As the nation’s faltering economy leaves diners clutching their wallets tightly, white-tablecloth operators are slashing prices by offering deals they hope will lure diners into their restaurants.
An increasing number of upscale restaurants are turning to such promotions as fixed-price menus, deep discounts on wines and two-for-one bargains—once largely the domain of pizza chains.
Hoping to attract locals before the skiing season arrives, the Mirador restaurant at the exclusive Lodge and Spa at Cordillera in Vail, Colo., offered two-for-one entrées and 25 percent off wine from October to Thanksgiving. Cutting prices is common during the off-season, said manager Aaron Zinser. But the nation’s financial woes make him wonder if fewer consumers will visit the property this year.
“I definitely think there’s going to be an impact here on tourism,” Zinser said.
The pace of business is pretty good, he added, but more locals than ever are buying the bargains.
“There’s no question they’re enjoying getting a multicourse meal cheaper,” Zinser said.
At Corbett’s: An American Place, a fine-dining restaurant in Louisville, Ky., chef-owner Dean Corbett said he was surprised by the strong response to the $20 three-course fixed-price lunch he rolled out this summer. His clientele typically pays $100 per person for dinner, and the affordable lunch “gives them a chance to come back without spending so much.”

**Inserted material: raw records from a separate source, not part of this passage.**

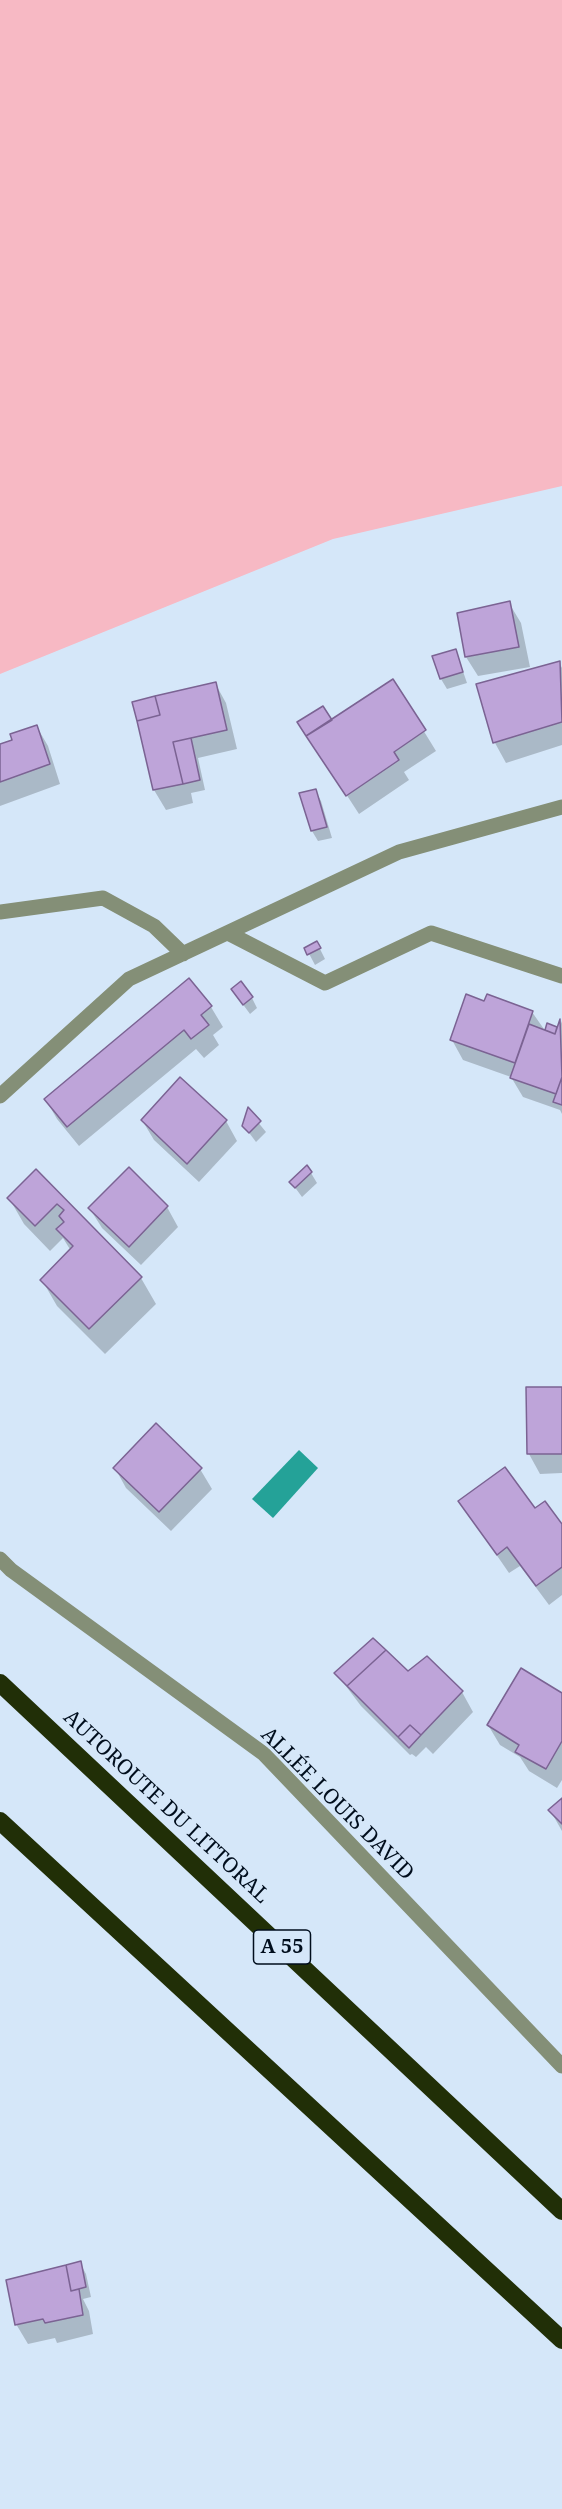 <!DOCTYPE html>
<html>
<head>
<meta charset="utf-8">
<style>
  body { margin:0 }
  canvas { display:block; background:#d5e7f9 }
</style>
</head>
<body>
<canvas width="562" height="2509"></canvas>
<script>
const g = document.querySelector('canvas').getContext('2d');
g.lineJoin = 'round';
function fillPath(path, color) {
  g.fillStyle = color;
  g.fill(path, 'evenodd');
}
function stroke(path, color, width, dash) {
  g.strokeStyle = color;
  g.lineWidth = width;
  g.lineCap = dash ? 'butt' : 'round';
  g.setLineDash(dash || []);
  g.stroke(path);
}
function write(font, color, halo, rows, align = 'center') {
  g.font = font + ' "Noto Serif",serif';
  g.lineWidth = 6;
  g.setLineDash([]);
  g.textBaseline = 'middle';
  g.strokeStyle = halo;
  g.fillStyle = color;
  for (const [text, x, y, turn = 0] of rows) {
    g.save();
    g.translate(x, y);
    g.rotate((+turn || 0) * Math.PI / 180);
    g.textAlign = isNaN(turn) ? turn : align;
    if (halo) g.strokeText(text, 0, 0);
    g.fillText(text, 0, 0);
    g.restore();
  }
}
fillPath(new Path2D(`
  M0 0H562V486L333 539 0 674Z`), '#f7b9c4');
fillPath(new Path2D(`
  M299 1450 318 1468 273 1518 252 1499Z`), '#24a298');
fillPath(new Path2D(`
  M509 603 521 623 530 667 478 676 466 657Z
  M456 651 467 683 447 689 441 679Z
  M559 662 562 668V745L506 763 495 743 478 685Z
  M393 681 436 751 404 772 409 780 359 814 320 754 331 722Z
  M215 683 226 703 237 749 198 758 205 790 191 793 193 803 166 810 154 790 138 720Z
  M37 727 48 746 60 784 0 806V745L14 741Z
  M315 790 321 801 332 838 318 841 312 831 301 794Z
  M317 943 325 959 315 965 306 948Z
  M189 980 211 1007 223 1027 213 1035 219 1045 204 1058 196 1049 79 1146 57 1119 46 1100Z
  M252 998 257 1008 250 1014 239 999Z
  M485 1003 532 1012 546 1032 548 1025 558 1031 562 1021V1114L560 1110 523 1097 511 1077 463 1060 452 1040Z
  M181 1079 226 1121 237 1141 199 1182 154 1140 142 1120Z
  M248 1110 266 1132 256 1142 244 1126Z
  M36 1171 141 1278 156 1304 105 1354 57 1306 42 1280 71 1251 63 1238 50 1251 24 1224 9 1198Z
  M311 1173 317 1183 302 1197 291 1182Z
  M167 1207 178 1227 141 1265 102 1228 90 1209Z
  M562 1388V1473L540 1474 529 1454Z
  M115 1468 200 1469 212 1489 171 1531 126 1488Z
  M460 1502 534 1510 562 1526V1595L549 1605 520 1566 509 1573Z
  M336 1673H408L462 1692 473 1712 433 1754 426 1747 416 1757 412 1754 410 1755 361 1706Z
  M562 1695V1780L557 1788 529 1771 520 1757 500 1745 488 1725Z
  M562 1800V1831L550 1810Z
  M80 2263 86 2274 91 2297 83 2299 89 2311 93 2334 57 2343 55 2338 28 2344 16 2324Z`), '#0003');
const building = new Path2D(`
  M510 601 519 647 465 657 457 613Z
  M456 649 463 672 440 679 432 656Z
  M560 661 562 722 493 743 476 684Z
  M393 679 426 730 394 752 399 760 346 796 306 736Z
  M216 682 227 730 173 742 183 784 153 790 137 721 160 715 155 696Z
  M155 696 160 715 137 721 132 702Z
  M323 706 332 720 306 736 297 722Z
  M37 725 50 764 0 782V744L12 740 10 734Z
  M191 738 200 780 183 784 173 742Z
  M316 789 327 827 311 831 299 793Z
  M317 941 321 948 307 955 304 948Z
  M189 978 212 1006 201 1015 209 1025 191 1039 184 1030 67 1127 44 1099Z
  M241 981 253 997 243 1005 231 989Z
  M466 994 484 1001 487 994 533 1011 515 1063 450 1040Z
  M560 1019 562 1077 556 1094 510 1078 529 1024 555 1034Z
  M547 1023 557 1027 555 1034 545 1030Z
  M180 1077 227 1120 187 1164 141 1120Z
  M562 1077V1105L553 1102Z
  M248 1107 261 1121 249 1133 242 1126Z
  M307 1165 312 1172 295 1188 289 1182Z
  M129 1167 168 1206 129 1247 88 1208Z
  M36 1169 142 1277 89 1329 40 1280 73 1246 56 1229 64 1222 59 1216 64 1210 57 1204 35 1226 7 1198Z
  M526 1387H562V1454H527Z
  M156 1423 202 1468 159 1512 113 1468Z
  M505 1467 535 1508 545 1501 562 1524V1567L536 1586 507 1547 497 1555 458 1501Z
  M373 1638 386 1650 347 1686 334 1673Z
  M386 1650 408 1671 427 1656 463 1691 421 1735 410 1725 398 1737 347 1686Z
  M521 1668 562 1693V1741L546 1769 515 1752 519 1745 487 1725Z
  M410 1725 421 1735 409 1748 398 1737Z
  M562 1798V1824L548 1810Z
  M81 2261 86 2287 71 2291 66 2265Z
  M66 2265 71 2291 79 2289 83 2315 45 2323 43 2319 15 2325 6 2280Z`);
fillPath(building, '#bea4d9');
stroke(building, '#7b6393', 1.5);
stroke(new Path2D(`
  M0 912 103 898 154 926 183 954
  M228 933 325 983 431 933 562 976
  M0 1096 129 979 399 852 562 807
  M0 1559 11 1570 264 1754 562 2066`), '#848f77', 15);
stroke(new Path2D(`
  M0 1683 562 2211
  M0 1821 562 2340`), '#212f07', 18);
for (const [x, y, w] of [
  [282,1947,57]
]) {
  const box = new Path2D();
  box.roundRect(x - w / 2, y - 17, w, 34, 4.5);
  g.fillStyle = '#d5e7f9';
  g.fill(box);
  stroke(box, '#010e1d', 1.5);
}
write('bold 20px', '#010e1d', null, [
  ["A 55",282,1947]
]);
write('21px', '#010e1d', '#d5e7f9', [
  ["ALLÉE LOUIS DAVID",337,1804,45],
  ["AUTOROUTE DU LITTORAL",166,1807,43]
]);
</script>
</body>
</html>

“Plus, it gives others who’ve not been here a chance to try us out for the same reason,” Corbett said.
Michael Mangano, the maître d’ at Artisanal Bistro in New York, said the nightly three-course, $35 fixed-price menu is drawing a balance of newcomers and regulars who want a lighter meal than what they otherwise might choose à la carte. He called the fixed-price deal a “terrific value because we offer the good stuff from the menu, and the portions are barely smaller than regular.”

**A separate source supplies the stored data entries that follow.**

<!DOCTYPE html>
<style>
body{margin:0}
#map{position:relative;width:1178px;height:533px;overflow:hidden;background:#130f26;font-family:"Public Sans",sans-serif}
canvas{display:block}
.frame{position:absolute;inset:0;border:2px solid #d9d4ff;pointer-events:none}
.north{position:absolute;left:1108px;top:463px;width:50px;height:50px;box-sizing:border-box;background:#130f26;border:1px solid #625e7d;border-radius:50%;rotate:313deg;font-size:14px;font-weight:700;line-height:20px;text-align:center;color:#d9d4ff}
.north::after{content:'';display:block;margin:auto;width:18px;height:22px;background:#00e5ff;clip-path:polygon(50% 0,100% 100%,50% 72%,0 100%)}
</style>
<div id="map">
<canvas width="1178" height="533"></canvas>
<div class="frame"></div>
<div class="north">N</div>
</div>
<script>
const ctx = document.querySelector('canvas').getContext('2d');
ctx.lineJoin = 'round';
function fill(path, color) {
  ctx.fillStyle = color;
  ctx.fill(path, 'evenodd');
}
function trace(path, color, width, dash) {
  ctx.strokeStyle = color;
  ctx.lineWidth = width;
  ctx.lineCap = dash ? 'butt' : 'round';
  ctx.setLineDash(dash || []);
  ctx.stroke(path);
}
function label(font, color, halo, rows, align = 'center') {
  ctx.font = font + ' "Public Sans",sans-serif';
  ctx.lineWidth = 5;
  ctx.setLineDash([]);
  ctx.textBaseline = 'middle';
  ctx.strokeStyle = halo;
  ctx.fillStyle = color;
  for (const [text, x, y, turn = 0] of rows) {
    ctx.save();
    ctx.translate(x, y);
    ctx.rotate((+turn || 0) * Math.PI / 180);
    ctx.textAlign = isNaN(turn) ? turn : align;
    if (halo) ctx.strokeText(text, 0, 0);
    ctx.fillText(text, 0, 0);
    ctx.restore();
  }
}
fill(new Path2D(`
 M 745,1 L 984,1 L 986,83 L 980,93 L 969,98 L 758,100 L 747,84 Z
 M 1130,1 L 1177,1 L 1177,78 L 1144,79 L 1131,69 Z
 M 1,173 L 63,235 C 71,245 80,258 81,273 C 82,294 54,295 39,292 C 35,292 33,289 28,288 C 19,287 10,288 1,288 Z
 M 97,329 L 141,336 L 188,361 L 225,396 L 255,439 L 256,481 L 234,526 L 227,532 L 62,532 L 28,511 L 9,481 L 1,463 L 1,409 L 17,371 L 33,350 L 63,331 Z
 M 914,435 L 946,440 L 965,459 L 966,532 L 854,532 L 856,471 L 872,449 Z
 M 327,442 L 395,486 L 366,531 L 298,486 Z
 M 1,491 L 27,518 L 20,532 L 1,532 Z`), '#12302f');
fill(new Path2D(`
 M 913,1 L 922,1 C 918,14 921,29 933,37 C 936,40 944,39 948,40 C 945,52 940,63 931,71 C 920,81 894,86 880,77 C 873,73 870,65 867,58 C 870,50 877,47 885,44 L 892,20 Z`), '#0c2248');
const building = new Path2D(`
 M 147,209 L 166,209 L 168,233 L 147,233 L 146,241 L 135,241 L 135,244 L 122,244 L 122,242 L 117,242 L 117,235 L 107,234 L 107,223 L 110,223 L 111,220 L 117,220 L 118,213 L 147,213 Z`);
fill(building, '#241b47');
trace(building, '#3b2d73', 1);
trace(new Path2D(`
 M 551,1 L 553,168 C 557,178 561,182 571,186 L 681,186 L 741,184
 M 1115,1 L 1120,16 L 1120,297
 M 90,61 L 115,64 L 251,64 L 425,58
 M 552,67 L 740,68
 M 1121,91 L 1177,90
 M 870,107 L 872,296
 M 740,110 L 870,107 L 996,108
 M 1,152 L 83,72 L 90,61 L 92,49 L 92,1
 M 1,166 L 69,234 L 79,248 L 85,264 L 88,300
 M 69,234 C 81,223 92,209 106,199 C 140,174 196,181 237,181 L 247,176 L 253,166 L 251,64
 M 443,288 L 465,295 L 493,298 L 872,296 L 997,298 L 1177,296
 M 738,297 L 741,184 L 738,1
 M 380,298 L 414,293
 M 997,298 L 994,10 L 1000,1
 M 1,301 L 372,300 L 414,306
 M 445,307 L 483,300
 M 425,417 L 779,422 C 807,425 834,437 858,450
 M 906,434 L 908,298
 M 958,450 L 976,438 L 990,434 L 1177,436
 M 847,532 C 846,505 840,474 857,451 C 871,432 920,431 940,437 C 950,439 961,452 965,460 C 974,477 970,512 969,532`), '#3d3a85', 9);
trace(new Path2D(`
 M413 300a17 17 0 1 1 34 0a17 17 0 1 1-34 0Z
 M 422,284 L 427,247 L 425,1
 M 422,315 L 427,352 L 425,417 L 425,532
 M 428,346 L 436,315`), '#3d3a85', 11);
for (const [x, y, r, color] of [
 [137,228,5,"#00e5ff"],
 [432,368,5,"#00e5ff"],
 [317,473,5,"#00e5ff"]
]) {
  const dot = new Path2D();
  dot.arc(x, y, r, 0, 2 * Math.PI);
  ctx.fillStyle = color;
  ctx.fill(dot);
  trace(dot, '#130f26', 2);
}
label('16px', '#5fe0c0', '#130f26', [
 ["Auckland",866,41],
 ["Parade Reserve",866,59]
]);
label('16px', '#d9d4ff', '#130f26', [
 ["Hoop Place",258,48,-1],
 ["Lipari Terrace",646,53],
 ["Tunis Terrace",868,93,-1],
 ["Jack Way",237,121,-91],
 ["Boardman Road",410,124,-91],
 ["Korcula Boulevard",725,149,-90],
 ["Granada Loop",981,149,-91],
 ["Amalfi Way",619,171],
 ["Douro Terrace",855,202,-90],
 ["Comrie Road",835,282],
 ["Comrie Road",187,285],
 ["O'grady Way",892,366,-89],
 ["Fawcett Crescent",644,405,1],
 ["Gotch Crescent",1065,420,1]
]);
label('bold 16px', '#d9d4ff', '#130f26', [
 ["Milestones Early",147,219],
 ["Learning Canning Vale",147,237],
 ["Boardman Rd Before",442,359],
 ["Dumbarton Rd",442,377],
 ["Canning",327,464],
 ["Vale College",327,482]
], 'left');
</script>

“You’d have to put them side by side to notice,” Mangano said.
He added that customers not only appreciate the lower tab, but he also believes the menu is drawing younger diners and leading others to treat a guest to dinner. Compared with the restaurant’s peak entrée price of $37, he said, “it’s a significant discount for a tremendous meal.”
But when a restaurant has established itself as a finer, pricier spot, is there any long-term risk to discounting? Kamron Karington, a Las Vegas-based marketing consultant, cautioned that there is a chance of changing customer perception of your operation if the discounting isn’t handled intelligently. For example, when patrons are accustomed to paying top dollar for a fine cut of beef or fish that is suddenly being offered for half the price, they become skeptical.
“Who wouldn’t wonder: ‘Is this the same stuff I was getting before?’” Karington said. “If what you’re doing is cutting back portion sizes to make your cost, honesty is the best policy. Tell them it’s a smaller steak. Make the side dish smaller along with a better price, and tell them why.”
Karington is critical of operators who slash their own profits just to fill the seats. Instead, he recommends that operators manage a customer database and market directly to it, using discounts and freebies to reward patrons.
“If you’re going to give anything away, give it to someone who’s already been to your place,” he said. “Taking care of those who’ve already come to you is a much more effective long-term strategy than doing two-for-ones and trying to attract strangers.”
Kiwon Standen, partner at Bar Blanc in New York, said the nine-month-old restaurant’s $38, Sunday-only fixed-price menu was born of customer desire for smaller meals rather than reduced prices. However, the affordable feast has attracted new customers to the restaurant.
“In the long run, it’s a draw for people, and it’s getting busier every week,” said Standen, adding that Bar Blanc’s per-person average check is about $75. “All portion sizes on the fixed-price menu are still the same as on the regular menu. But instead of having an expensive Kobe steak from the regular menu, they can have hanger steak, salad and dessert for a lot less.”
That clear distinction between the low-priced offer and the regular menu is crucial, Karington added. It allows the restaurant to maintain its identity as an upper-tier place, while providing an affordable point of entry to deal-seekers and newcomers.
“When you put together a sort-of value menu that’s totally separate from the regular menu, in times like these that can signal to customers that you’re working to help them out, too,” he said. “Why not explain that you’re working to bring slightly smaller portions of the same great meals, but at a better price?”
All bargains should come with one condition of the guest, he added: that they supply their name, address and e-mail for the operator’s customer marketing database.
“How cost-effective is that discount if you can’t reach them again easily?” Karington said.
If an operator invests in bargain marketing to attract customers, he added, but does “nothing to retain them, it’s like trying to fill a bathtub without a stopper in the drain.”
“When you get them to return, you lower your investment to acquire them,” Karington said, “and with costs what they are now, everybody has to figure out a way to lower that investment.”